#### Task statement
A line belongs in the answer only if it contains the word "content"; copy every such line from the listing below.

#### Data supplied
________________

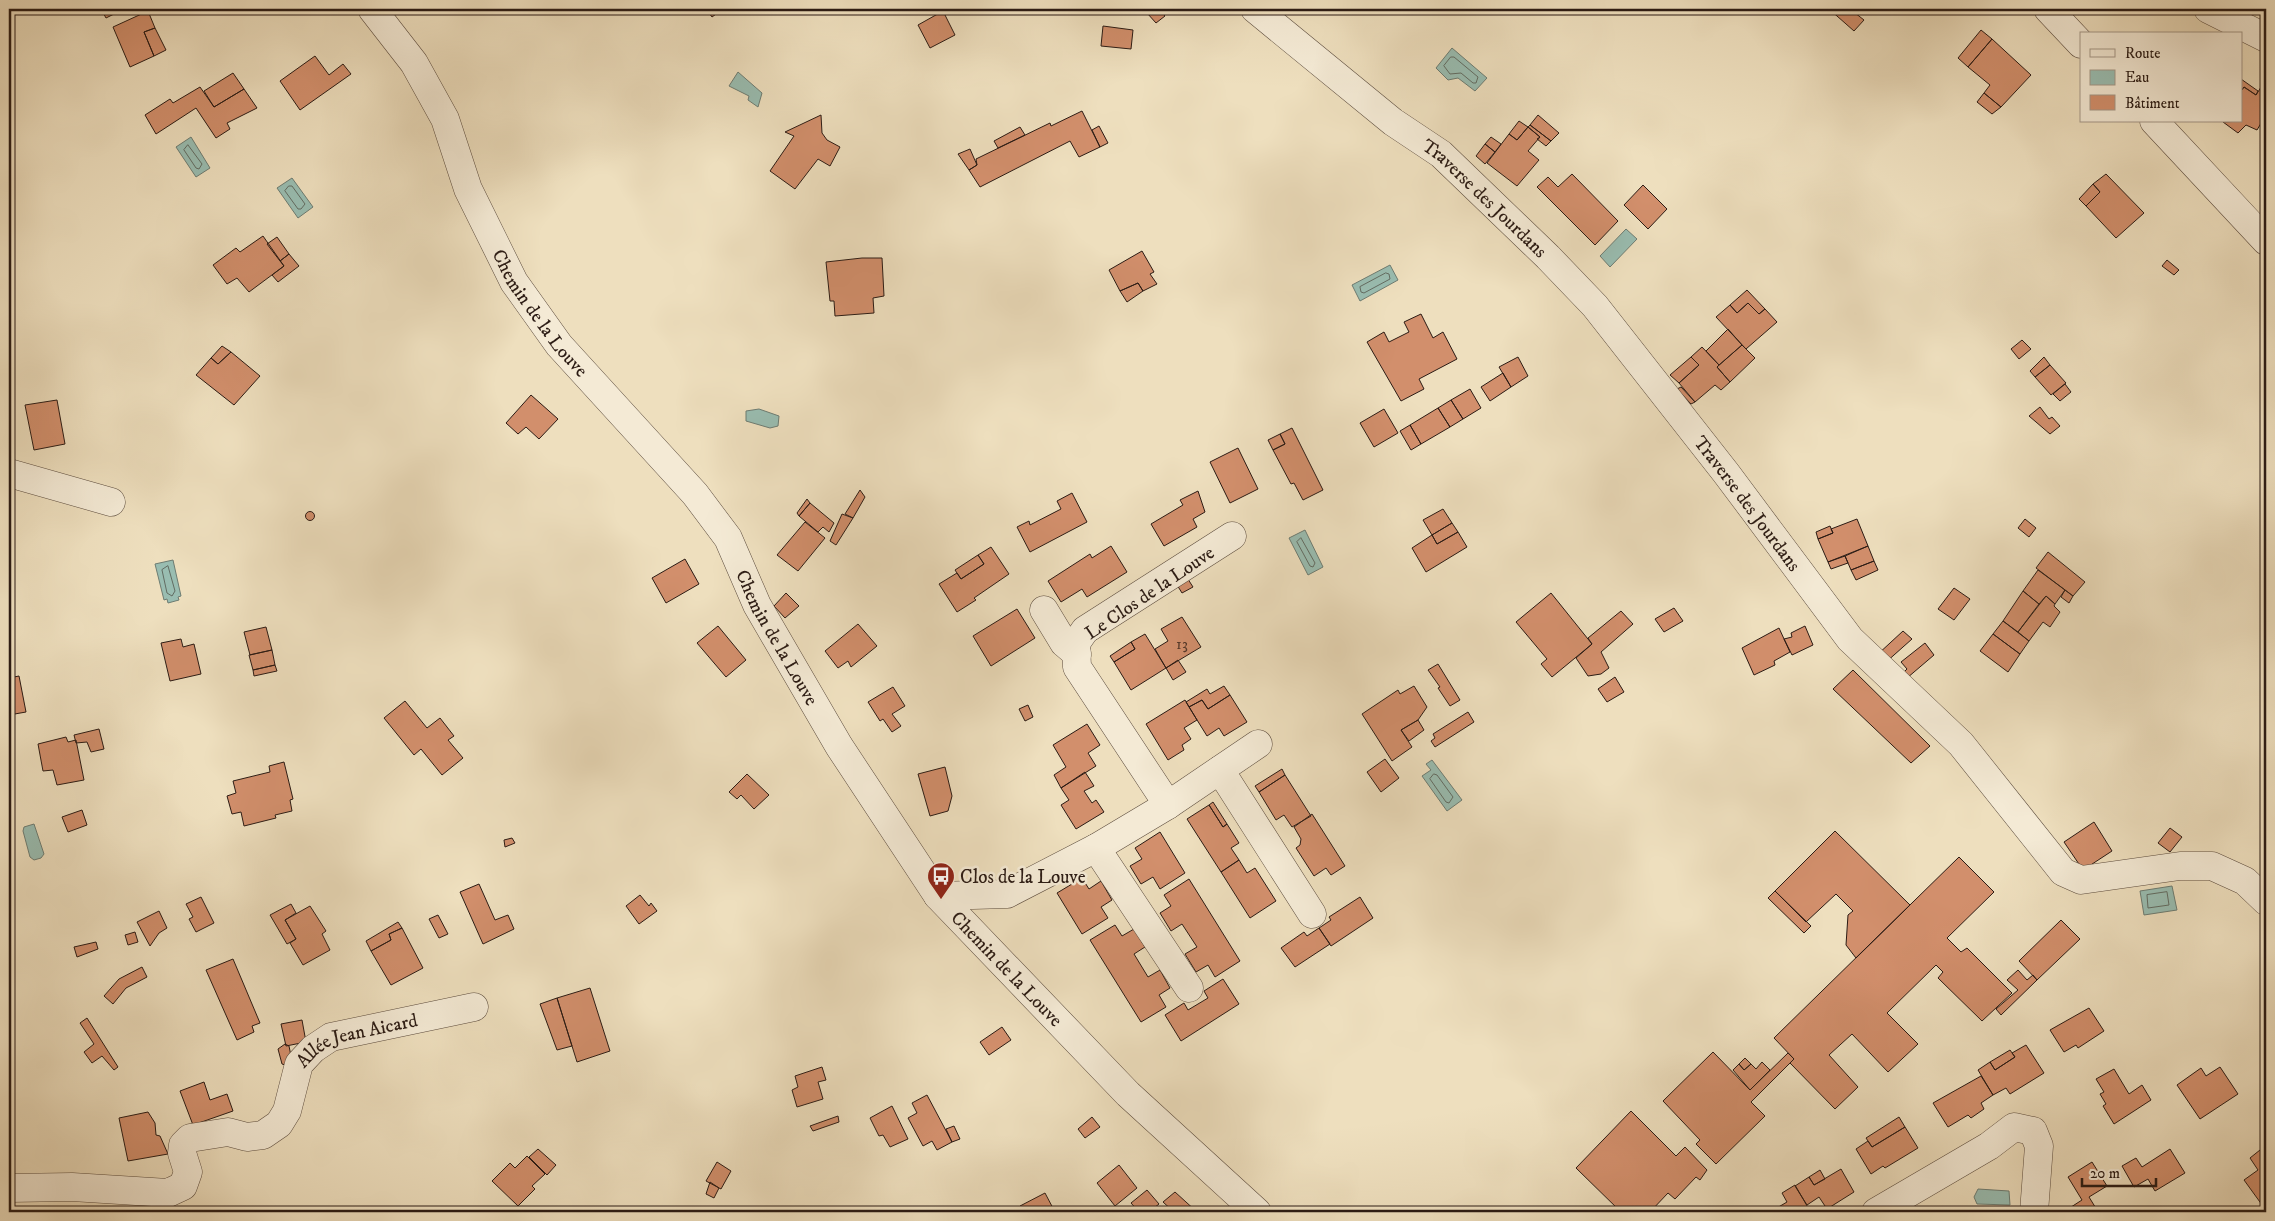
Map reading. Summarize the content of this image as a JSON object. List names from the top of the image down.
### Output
{
  "streets": {
    "street": [
      "Traverse des Jourdans",
      "Chemin de la Louve",
      "Le Clos de la Louve",
      "Allée Jean Aicard"
    ]
  },
  "places": {
    "bus stop": ["Clos de la Louve"]
  },
  "house_numbers": ["13"],
  "legend": ["Route", "Eau", "Bâtiment"],
  "scale_bar": "20 m"
}
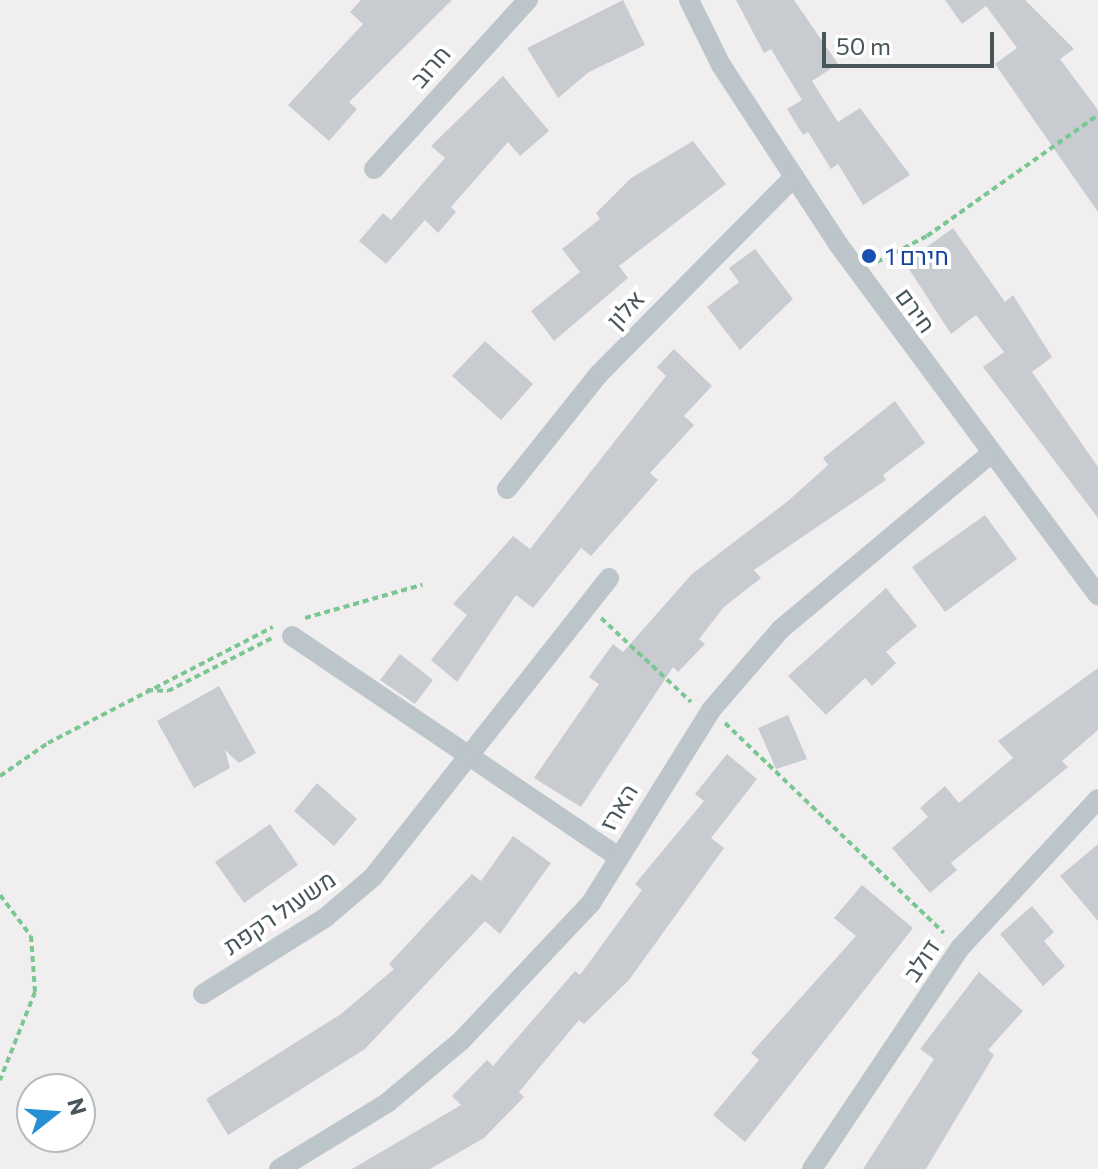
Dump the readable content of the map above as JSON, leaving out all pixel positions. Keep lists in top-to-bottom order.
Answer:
{
  "streets": {
    "street": [
      "חרוב",
      "אלון",
      "חירם",
      "הארז",
      "משעול רקפת",
      "דולב"
    ]
  },
  "crossings": [
    ["אלון", "חירם"],
    ["חירם", "הארז"]
  ],
  "places": ["חירם 1"],
  "scale_bar": "50 m",
  "north": "right"
}
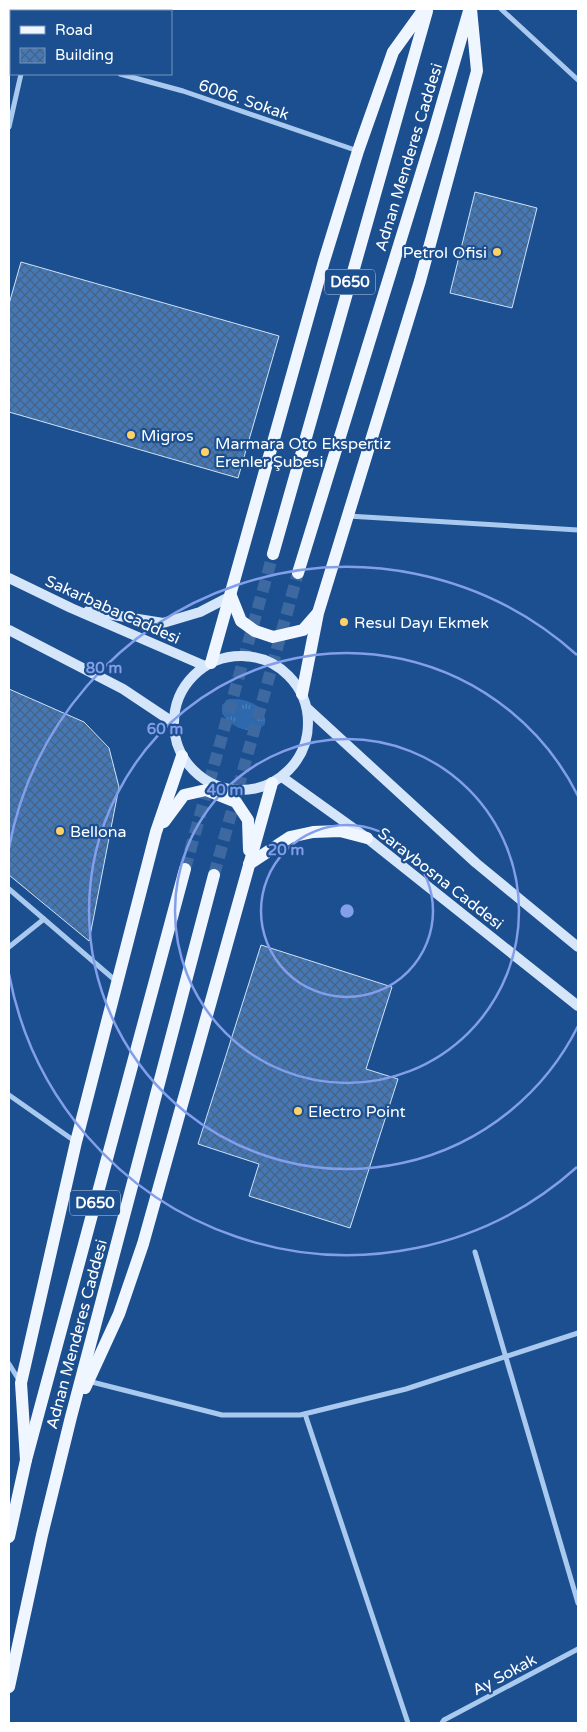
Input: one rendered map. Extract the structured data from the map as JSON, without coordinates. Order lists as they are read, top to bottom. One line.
{"streets":{"main road":["Adnan Menderes Caddesi","D650","Sakarbaba Caddesi","Saraybosna Caddesi"],"street":["6006. Sokak","Ay Sokak"]},"crossings":[["Sakarbaba Caddesi","Saraybosna Caddesi"]],"places":["Petrol Ofisi","Migros","Marmara Oto Ekspertiz Erenler Şubesi","Resul Dayı Ekmek","Bellona","Electro Point"],"legend":["Road","Building"],"rings":["80 m","60 m","40 m","20 m"]}
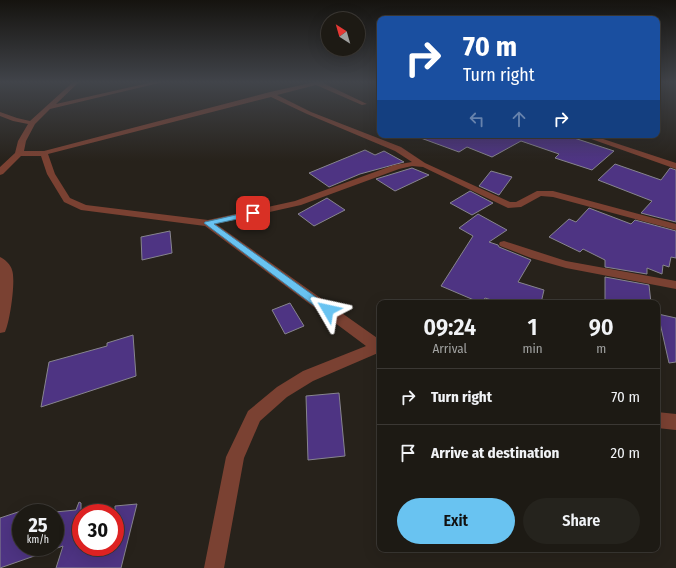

________________

#### Reply to the exercise
Map reading. Summarize the content of this image as a JSON object. List names from the top of the image down.
Dump the readable content of the map above as JSON, leaving out all pixel positions. Keep lists in top-to-bottom order.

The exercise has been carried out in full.